See Also: Effective Communication Is Key to Successful Cybersecurity
Numerous legal and security experts say the answer to that question is a resounding "no."
True, a federal jury this month found the former Uber CSO guilty of a criminal data breach cover-up over a security incident resulting in the exposure of records for approximately 57 million of the ride-hailing service's users and 600,000 driver's license numbers.
But the case against Sullivan hinges on circumstances other security professionals seem unlikely to ever face. In part, Sullivan had been designated by Uber to be the corporate officer who would provide sworn testimony to the Federal Trade Commission while it probed the ride-hailing platform's security practices and procedures. Because he didn't inform the FTC about a new security incident, a jury found him guilty of obstructing the investigation.

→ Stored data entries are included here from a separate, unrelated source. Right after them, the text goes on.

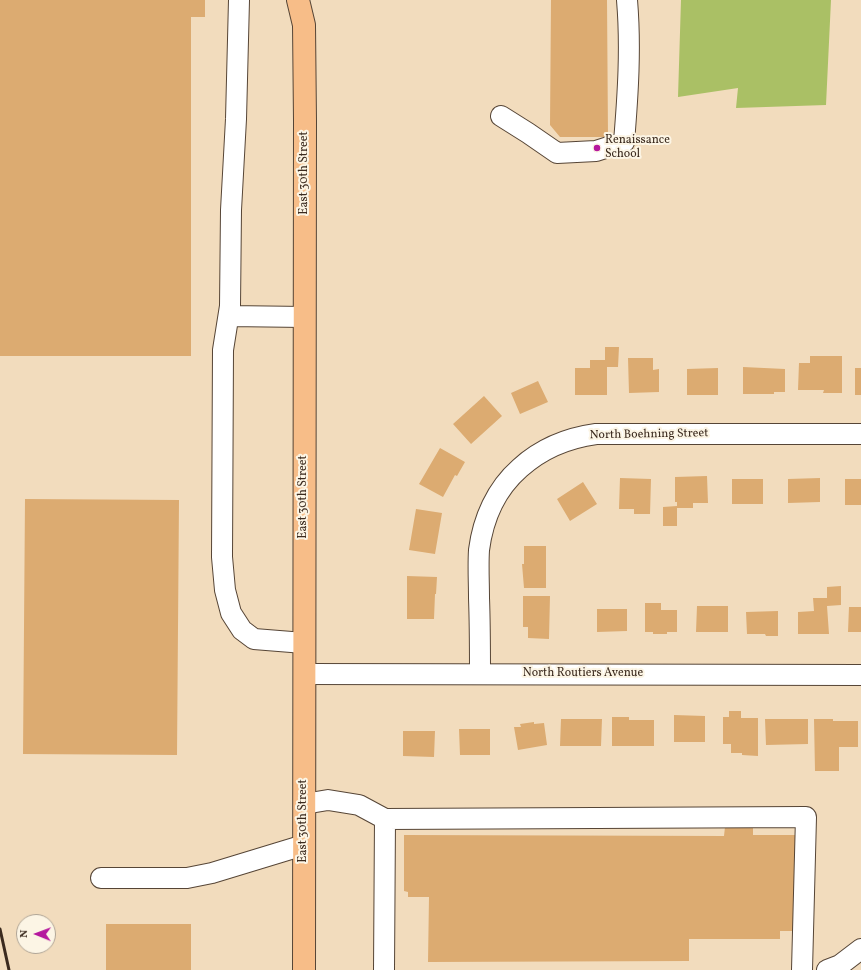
<!DOCTYPE html>
<html>
<head>
<meta charset="utf-8">
<style>
	body { margin:0 }
	#map { position:relative; width:861px; height:970px; overflow:hidden; background:#f2dcbd; font-family:Vollkorn,serif }
	canvas { display:block }
	.north { position:absolute; left:16px; top:914px; width:40px; height:40px; box-sizing:border-box; background:#fcf5e5; border:1px solid #afa495; border-radius:50%; rotate:271deg; font-size:11px; font-weight:700; line-height:16px; text-align:center; color:#3b2a1e }
	.north::after { content:''; display:block; margin:auto; width:14px; height:18px; background:#b5179e; clip-path:polygon(50% 0,100% 100%,50% 72%,0 100%) }
</style>
</head>
<body>
<div id="map">
<canvas width="861" height="970"></canvas>
<div class="north">N</div>
</div>
<script>
const g = document.querySelector('canvas').getContext('2d');
g.lineJoin = 'round';
function fillPath(path, color) { g.fillStyle = color; g.fill(path, 'evenodd'); }
function strokePath(path, color, width, dash) { g.strokeStyle = color; g.lineWidth = width; g.lineCap = dash ? 'butt' : 'round'; g.setLineDash(dash || []); g.stroke(path); }
function write(font, color, halo, rows, align = 'center') {
  g.font = font + ' Vollkorn,serif'; g.lineWidth = 4; g.setLineDash([]); g.textBaseline = 'middle'; g.strokeStyle = halo; g.fillStyle = color; for (const [text, x, y, turn = 0] of rows) {
    g.save(); g.translate(x, y); g.rotate((+turn || 0) * Math.PI / 180); g.textAlign = isNaN(turn) ? turn : align; if (halo) g.strokeText(text, 0, 0); g.fillText(text, 0, 0); g.restore();
  }
}
fillPath(new Path2D(`
	M681,0h150l-5,105 -90,3 2,-20 -60,9z`), '#aac065');
fillPath(new Path2D(`
	M0,0h205v17h-14v339h-191z
	M551,0h56l1,137h-48l-10,-12z
	M605,347h14l-1,20h-11v28h-32v-27h15v-8h15z
	M810,356h32v37h-19l1,-3h-26l1,-27h11z
	M628,358h25v12l6,-1v23l-30,1z
	M743,367l42,2v23h-11v2h-31z
	M718,368v27h-31v-26z
	M855,368h6v27h-6z
	M538,381l10,21 -28,12 -9,-21z
	M484,396l18,20 -31,28 -18,-20z
	M440,448l25,14 -8,14 -2,-1 -12,22 -24,-13z
	M707,476l1,27h-15v5h-16v18h-14v-19l14,-1v-4h-2v-25z
	M620,478l31,1 -1,35h-16v-5h-15z
	M820,478v24l-32,1v-24z
	M732,479h31v25h-31z
	M845,479h16v26h-16z
	M583,482l14,22 -27,17 -13,-22z
	M25,499l154,1 -2,255 -154,-1z
	M416,509l26,4 -7,41 -26,-4z
	M524,546h22v42h-22l-2,-24h2z
	M407,576l30,1 -1,17h-1l-1,25h-27z
	M841,586v19l-14,1 2,28h-31v-22l16,-1 -1,-13h14v-11z
	M523,596h27l-1,43 -21,-1v-11h-5z
	M645,603h16v7h16v22h-10v2h-14v-2h-8z
	M697,606h31v26h-32z
	M849,607h12v25h-13z
	M597,609h30v22l-30,1z
	M778,611v25h-12l-1,-2h-18l-1,-22z
	M729,711h12v7h17v38l-16,-1v-2h-11v-9h-8v-27h6z
	M674,715l31,1v26h-31z
	M612,717h17v3h25v26h-42z
	M561,719h41l-1,27h-41z
	M765,719h43v25l-42,1z
	M814,719h19v2h25v26h-19v24h-24z
	M534,722v2l10,-1 3,22 -29,5 -4,-23h7l-1,-3z
	M459,729h31v26h-30z
	M403,731h32l-1,26 -31,-1z
	M725,827h28v8h43l-1,96h-15v8h-91v22l-261,1 1,-65h-21v-5l-4,-1v-56l320,1z
	M106,924h85v46h-85z`), '#dcab71');
const minor = new Path2D(`
	M239,0l-3,119 -5,91 -1,96 -7,44 -1,207 3,33 6,23 11,17 12,9 50,4
	M501,116l27,17 29,20 39,-2 28,-9c4,-48 7,-95 3,-142
	M229,316l76,1
	M304,674l557,1
	M480,674c0,-25 0,-50 -1,-76 0,-16 -1,-32 0,-48 4,-31 17,-61 41,-82 22,-20 47,-30 76,-34h265
	M304,804l24,-4 31,5 26,14
	M101,878h86l25,-5 92,-28
	M384,970l1,-151 421,-2 -4,153
	M827,970l13,-5 21,-16`);
const major = new Path2D(`
	M298,0l6,25 1,96 -1,849`);
strokePath(minor, '#564536', 22);
strokePath(major, '#564536', 24);
strokePath(minor, '#fff', 20);
strokePath(major, '#f7bd88', 22);
strokePath(new Path2D(`
	M0,929l9,41`), '#3b2a1e', 3);
for (const [x, y, r, color] of [
	[597,148,4,"#b5179e"]
]) { const dot = new Path2D(); dot.arc(x, y, r, 0, 2 * Math.PI); g.fillStyle = color; g.fill(dot); strokePath(dot, '#fcf5e5', 1.5); }
write('12px', '#3b2a1e', '#fcf5e5', [
	["Renaissance",605,141],
	["School",605,155]
], 'left');
write('12px', '#3b2a1e', '#fcf5e5', [
	["East 30th Street",305,173,-90],
	["North Boehning Street",649,435,-1],
	["East 30th Street",304,497,-90],
	["North Routiers Avenue",583,674],
	["East 30th Street",304,821,-90]
]);
</script>
</body>
</html>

"There are a lot of unique facts here" that makes this case "more of an outlier," says Imran Ahmad, partner and head of technology at law firm Norton Rose Fulbright. "From my perspective, I'm not sure there's a ton that can be applied across all organizations - a blanket approach to it in terms of how the courts are looking at these issues."
Develop Playbooks
Security experts say one clear takeaway from the case is the need to proactively develop and maintain well-defined incident response playbooks. These will detail not just an organization's technical response but also coordination with business operations and processes, including crisis management and legal input.
Such playbooks help ensure that parts of the organization responding to an incident - not just security teams, but also legal - have a written set of policies and procedures for what to do and when, including who to notify and alert along with which types of information they need to provide.

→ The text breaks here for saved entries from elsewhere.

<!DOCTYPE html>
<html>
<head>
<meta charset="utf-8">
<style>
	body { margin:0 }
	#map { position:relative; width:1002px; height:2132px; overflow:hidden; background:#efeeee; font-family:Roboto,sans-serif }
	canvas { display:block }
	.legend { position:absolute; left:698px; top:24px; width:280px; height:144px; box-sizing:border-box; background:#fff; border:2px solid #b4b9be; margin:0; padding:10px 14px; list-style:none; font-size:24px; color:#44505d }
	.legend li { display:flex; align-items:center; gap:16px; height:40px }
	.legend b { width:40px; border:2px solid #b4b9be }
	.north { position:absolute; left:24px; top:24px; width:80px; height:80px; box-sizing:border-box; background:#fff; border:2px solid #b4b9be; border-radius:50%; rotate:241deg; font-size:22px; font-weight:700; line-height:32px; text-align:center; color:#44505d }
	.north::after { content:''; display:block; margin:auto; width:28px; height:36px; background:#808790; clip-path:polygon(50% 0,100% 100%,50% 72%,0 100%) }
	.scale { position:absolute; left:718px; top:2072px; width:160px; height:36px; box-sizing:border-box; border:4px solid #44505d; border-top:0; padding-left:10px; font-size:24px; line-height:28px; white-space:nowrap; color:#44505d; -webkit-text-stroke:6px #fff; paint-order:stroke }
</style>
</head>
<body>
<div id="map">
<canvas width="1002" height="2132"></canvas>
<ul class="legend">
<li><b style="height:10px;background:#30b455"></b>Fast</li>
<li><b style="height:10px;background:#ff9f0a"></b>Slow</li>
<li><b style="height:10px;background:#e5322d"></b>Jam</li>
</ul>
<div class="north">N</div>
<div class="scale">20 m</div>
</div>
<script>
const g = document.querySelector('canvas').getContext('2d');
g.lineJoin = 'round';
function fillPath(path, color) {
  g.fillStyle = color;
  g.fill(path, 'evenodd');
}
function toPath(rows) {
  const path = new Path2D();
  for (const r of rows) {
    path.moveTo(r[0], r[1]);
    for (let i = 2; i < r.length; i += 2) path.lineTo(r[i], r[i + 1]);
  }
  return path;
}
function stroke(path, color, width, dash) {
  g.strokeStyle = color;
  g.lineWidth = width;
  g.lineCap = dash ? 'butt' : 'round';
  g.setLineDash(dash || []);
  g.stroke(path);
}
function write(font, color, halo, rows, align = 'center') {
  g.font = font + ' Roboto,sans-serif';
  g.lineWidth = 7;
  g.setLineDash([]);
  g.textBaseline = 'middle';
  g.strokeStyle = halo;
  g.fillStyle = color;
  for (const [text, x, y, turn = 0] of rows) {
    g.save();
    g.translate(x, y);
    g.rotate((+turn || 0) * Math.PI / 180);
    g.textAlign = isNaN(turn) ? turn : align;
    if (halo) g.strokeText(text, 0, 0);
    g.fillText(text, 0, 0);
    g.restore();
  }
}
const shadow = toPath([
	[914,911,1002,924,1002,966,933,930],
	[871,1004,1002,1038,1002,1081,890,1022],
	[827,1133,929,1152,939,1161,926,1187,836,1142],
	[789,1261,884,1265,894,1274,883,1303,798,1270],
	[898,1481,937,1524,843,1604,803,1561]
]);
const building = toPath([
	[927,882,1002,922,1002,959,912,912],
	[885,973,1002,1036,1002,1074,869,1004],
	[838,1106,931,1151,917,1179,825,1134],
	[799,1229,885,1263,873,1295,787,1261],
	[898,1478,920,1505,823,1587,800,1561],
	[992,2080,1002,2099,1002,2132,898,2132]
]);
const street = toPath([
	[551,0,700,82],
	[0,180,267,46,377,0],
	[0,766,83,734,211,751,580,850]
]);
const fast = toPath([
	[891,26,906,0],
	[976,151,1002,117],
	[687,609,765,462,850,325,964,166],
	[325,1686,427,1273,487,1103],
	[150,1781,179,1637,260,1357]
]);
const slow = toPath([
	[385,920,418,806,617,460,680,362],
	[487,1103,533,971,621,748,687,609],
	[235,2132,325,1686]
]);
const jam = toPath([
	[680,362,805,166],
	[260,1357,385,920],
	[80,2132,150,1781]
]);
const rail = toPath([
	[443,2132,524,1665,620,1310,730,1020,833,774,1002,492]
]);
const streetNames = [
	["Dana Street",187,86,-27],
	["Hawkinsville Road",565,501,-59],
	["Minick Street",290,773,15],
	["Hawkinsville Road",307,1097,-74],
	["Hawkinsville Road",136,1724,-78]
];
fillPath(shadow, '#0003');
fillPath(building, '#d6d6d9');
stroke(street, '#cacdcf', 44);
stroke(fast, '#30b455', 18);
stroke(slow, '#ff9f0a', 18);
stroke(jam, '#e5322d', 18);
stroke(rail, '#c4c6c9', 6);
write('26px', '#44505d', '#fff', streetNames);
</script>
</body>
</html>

No playbook could have predicted the precise set of circumstances Sullivan and Uber faced, given the nuances of the FTC investigation. With that in mind, Ahmad says incident response playbooks must also feature a top-down mission statement to guide the response. He recommends they advocate for erring on the side of transparency when dealing with stakeholders, be they "board members, shareholders, employees, customers or regulators."
Having to inform someone about a breach can be painful, and a business won't always decide that it must do so. "But generally speaking, you will get some brownie points by disclosing, even if it hurts short-term," he says. "Longer-term, you're probably going to be better off."

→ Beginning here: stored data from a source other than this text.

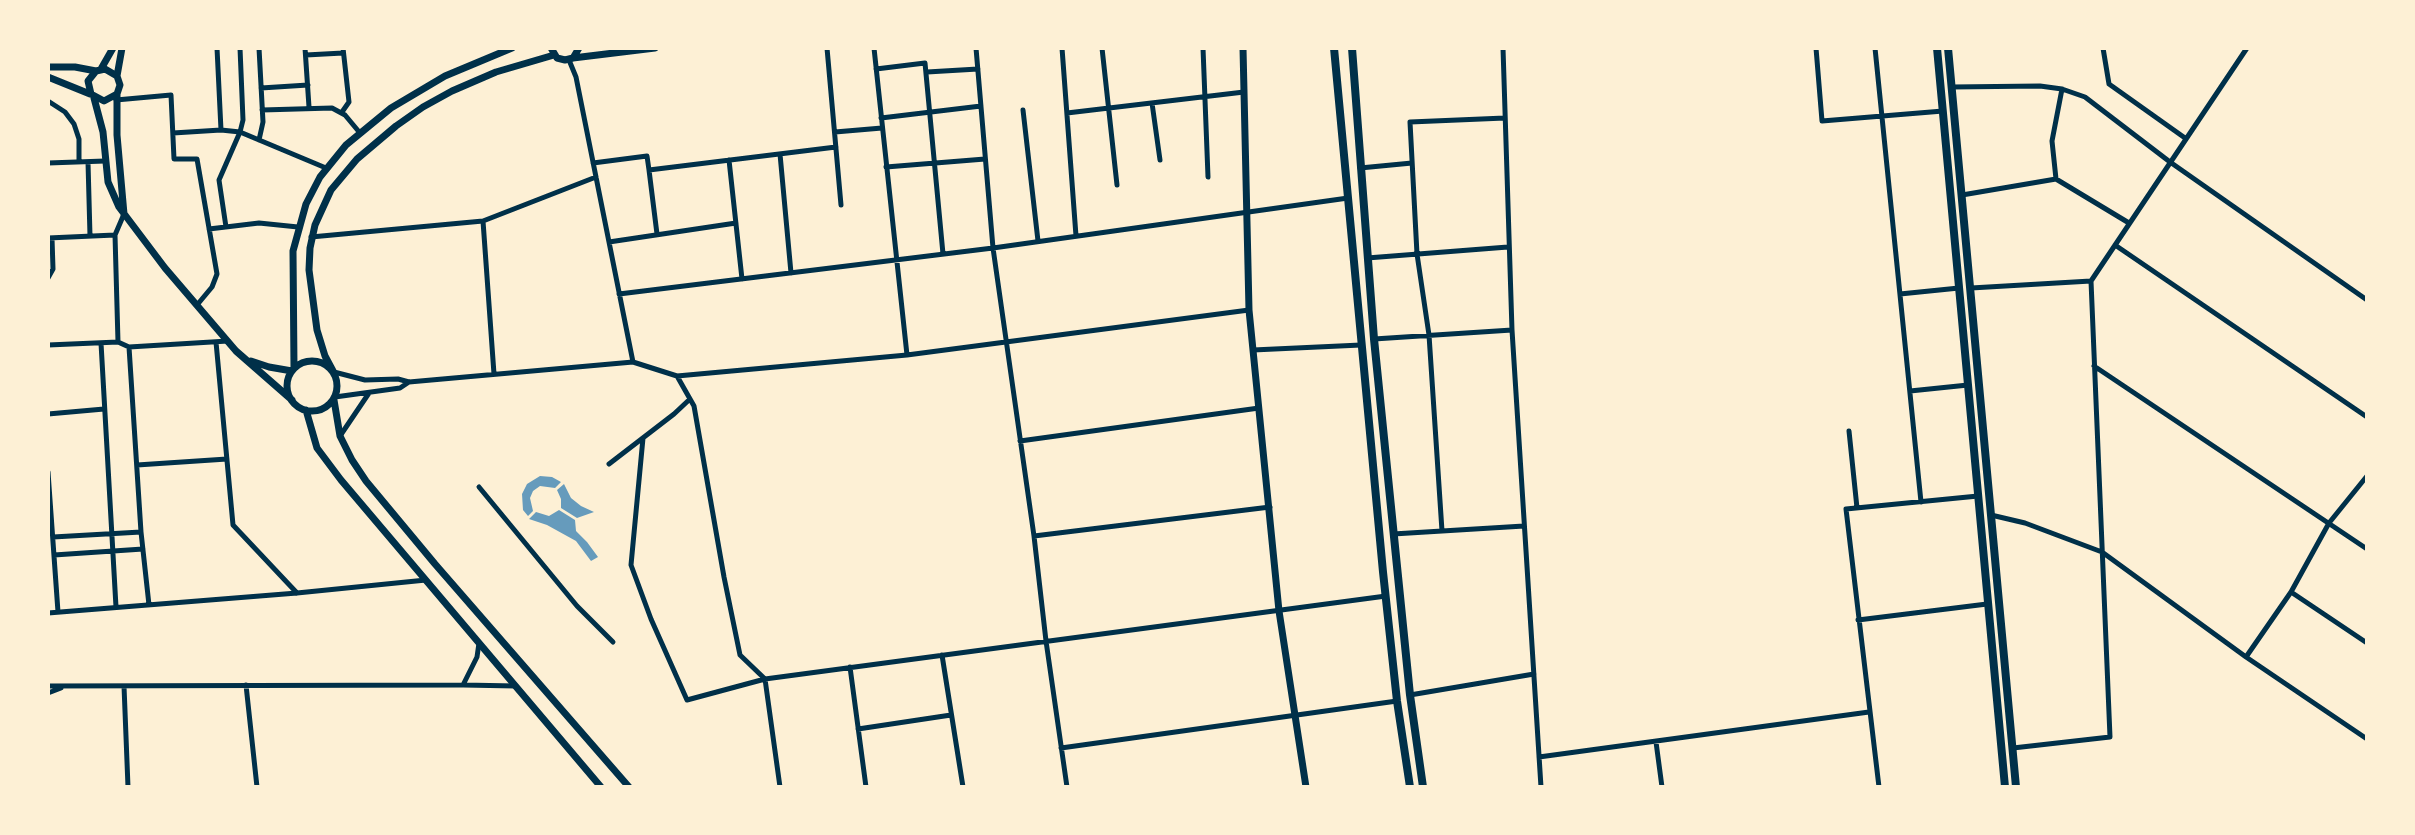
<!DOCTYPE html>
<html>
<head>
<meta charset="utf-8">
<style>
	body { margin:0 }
	#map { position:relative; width:2415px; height:835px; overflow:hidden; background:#fdf0d5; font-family:Signika,sans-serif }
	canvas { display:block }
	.frame { position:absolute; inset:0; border:50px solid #fdf0d5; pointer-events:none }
</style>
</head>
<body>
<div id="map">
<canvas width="2415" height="835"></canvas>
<div class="frame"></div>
</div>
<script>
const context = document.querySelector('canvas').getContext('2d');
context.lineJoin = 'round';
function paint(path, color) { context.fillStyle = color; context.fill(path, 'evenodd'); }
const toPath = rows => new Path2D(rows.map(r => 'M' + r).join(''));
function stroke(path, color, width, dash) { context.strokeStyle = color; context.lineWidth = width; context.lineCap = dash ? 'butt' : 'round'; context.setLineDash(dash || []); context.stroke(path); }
paint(toPath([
	[540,476,552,477,561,482,555,488,540,486,533,491,530,498,533,511,528,516,523,510,522,494,527,484],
	[564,484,571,498,581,506,594,512,577,518,561,508,561,499,557,490],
	[559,510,575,520,576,531,587,542,598,557,591,561,576,541,547,525,529,519,536,512,549,516]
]), '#669bbc');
stroke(toPath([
	[217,48,221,130],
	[259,48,263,122,259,140],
	[305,48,309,107],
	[827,48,841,205],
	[874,48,907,355],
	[976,48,993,248,1034,536,1046,641,1067,787],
	[1062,48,1076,236],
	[1102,48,1117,185],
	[1203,48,1208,177],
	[1503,48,1512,330,1541,787],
	[1816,48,1822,121,1943,111],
	[1875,48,1921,502],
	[2103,48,2109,84,2185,138],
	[306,55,343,53],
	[569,60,576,77,633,362],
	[876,69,925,63,943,254],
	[927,72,978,69],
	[1952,87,2040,86,2062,89,2085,97,2170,162,2367,300],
	[261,88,308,85],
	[2062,89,2052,141,2056,179,2129,223],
	[116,100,171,95,174,159,197,159,217,274,212,287,197,305],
	[48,101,65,112,74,124,79,139,79,162],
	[1152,103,1160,160],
	[262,110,332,108,345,115,360,133],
	[1023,110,1038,241],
	[342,112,349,102,343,48],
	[1067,113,1244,92],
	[881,118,981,106],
	[835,132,882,128],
	[173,133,221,130,240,132,326,168],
	[780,154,791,273],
	[729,160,742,279],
	[88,162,90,236],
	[48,163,105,161],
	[593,163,647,156,649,170,836,147],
	[886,167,985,159],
	[1360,168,1412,163],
	[649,170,657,234],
	[1962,195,2056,179],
	[483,221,494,374],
	[226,227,219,180,240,132,243,120,240,48],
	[209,229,259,223,298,227],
	[311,237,483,221,596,177],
	[48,238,115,235],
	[609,242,736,223],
	[2115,245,2367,417],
	[1367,258,1508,247],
	[48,278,53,269,52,238],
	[2091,281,2247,48],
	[1971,288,2091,281],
	[619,294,993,248,1348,198],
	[1900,294,1959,288],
	[1374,339,1512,330],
	[118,342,115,235,124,214],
	[216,342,233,525,297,593],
	[101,343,116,607],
	[48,345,118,342,129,347,228,341],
	[129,347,141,532,149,605],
	[1253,350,1361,345],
	[2094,366,2367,549],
	[334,372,365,380,398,379,409,382,633,362,677,376,907,355,1249,310],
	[677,376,694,406,724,577,740,655,765,679,780,787],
	[1910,391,1968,385],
	[335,397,400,388,409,382],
	[48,414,104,409],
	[1849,431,1857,508],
	[340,436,369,393],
	[643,438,631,565,651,619,687,700,765,679,1386,596],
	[1020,441,1259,408],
	[609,464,674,414,690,399],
	[137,465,227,459],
	[48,472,58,612],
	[479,487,577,606,613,642],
	[1991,515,2025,523,2102,552,2246,657,2367,739],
	[1442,531,1429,335,1417,254,1410,122,1505,118],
	[1393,534,1524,526],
	[1034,536,1270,507],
	[53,537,141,532],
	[54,555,143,549],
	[2291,592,2367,643],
	[48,613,297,593,426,580],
	[1858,620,1987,604],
	[942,655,963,787],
	[2246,657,2291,592,2329,523,2367,476],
	[850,667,866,787],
	[246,685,257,787],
	[463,685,477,657,479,643],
	[48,686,463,685,516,686],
	[124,686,128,787],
	[48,693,61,688],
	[1410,695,1534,674],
	[858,729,951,715],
	[1656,742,1662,787],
	[1061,748,1397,701],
	[2013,748,2110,737,2091,281],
	[1539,757,1869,712],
	[1879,787,1846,509,1978,496]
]), '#003049', 5);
stroke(toPath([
	[551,48,557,58,565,60,573,58,579,48],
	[1243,48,1249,310,1279,611,1306,787],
	[573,58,655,48],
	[48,67,75,67,96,71],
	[101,69,113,48],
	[117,76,105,69,96,71,88,81,91,94,104,101,117,94,120,85,117,76,122,48],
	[48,77,90,94],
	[117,94,117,135,124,214],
	[94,98,103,132,108,182,119,207,165,268,236,351,292,400],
	'287 386a25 25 0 1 1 50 0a25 25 0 1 1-50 0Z',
	[251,361,269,367,292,371],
	[294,368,293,251,306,204,320,177,346,145,391,108,445,76,512,48],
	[333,371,325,356,317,330,309,270,310,248,315,225,331,190,357,159,396,126,423,107,452,91,496,72,554,55],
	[334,400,340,436,352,460,366,481,435,564,629,787],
	[306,410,317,448,341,480,601,787]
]), '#003049', 7);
stroke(toPath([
	[1334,48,1383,572,1397,701,1410,787],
	[1352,48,1374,339,1410,695,1423,787],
	[1937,48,2005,787],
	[1948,48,2016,787]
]), '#003049', 8);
</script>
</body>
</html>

Security Incidents Are Chaotic
As anyone who has worked a security incident knows, responding to an incident is often a chaotic, stressful endeavor that involves sleep deprivation.
"One of the problems is that in any incident response, there's going to be miscommunications, there's going to be incomplete communications, there's going to be a failure to communicate. There'll be you told somebody one thing and didn't tell somebody else something else," said cybersecurity legal expert Mark Rasch, who's of counsel to Kohrman Jackson & Krantz LLP, in an interview about the Sullivan verdict with cybersecurity analyst Richard Stiennon.
Rasch says that as an attorney, he has two rules. "Rule number one is: The lawyer doesn't go to jail. Rule number two is: The client doesn't go to jail, unless this conflicts with rule number one."
Security professionals, he says, should have a similar mindset, and "get cover" from the legal team for their course of action. "So as a CISO, your first rule is: The CISO doesn't go to jail. But that's also difficult, because a lot of these questions - about 'Is this legal? Is it not legal?' - are vague and murky," he says.
One strategy for CISOs is to build consensus by communicating what's happening to other relevant parts of the organization and trying to get executives to understand the situation as best they can. "Keep everyone informed and do it in writing, and possibly do it in writing in privileged communications. Understand who makes the ultimate decision," Rasch says.
In the wake of the Sullivan verdict, "in the short term, what's going to happen is CISOs are going to dump everything on the general counsel," over fears that what they do won't just get them fired - which comes with the job - but potentially incarcerated, Rasch says.
If a CISO attempts to keep everyone informed but gets advice they disagree with - for example, if the general counsel doesn't think a security incident is a notifiable breach, but the CISO does - they have other options. They can quit, for example, or potentially turn whistleblower.
To repeat Rasch's guiding principle: "Your first rule is: The CISO doesn't go to jail."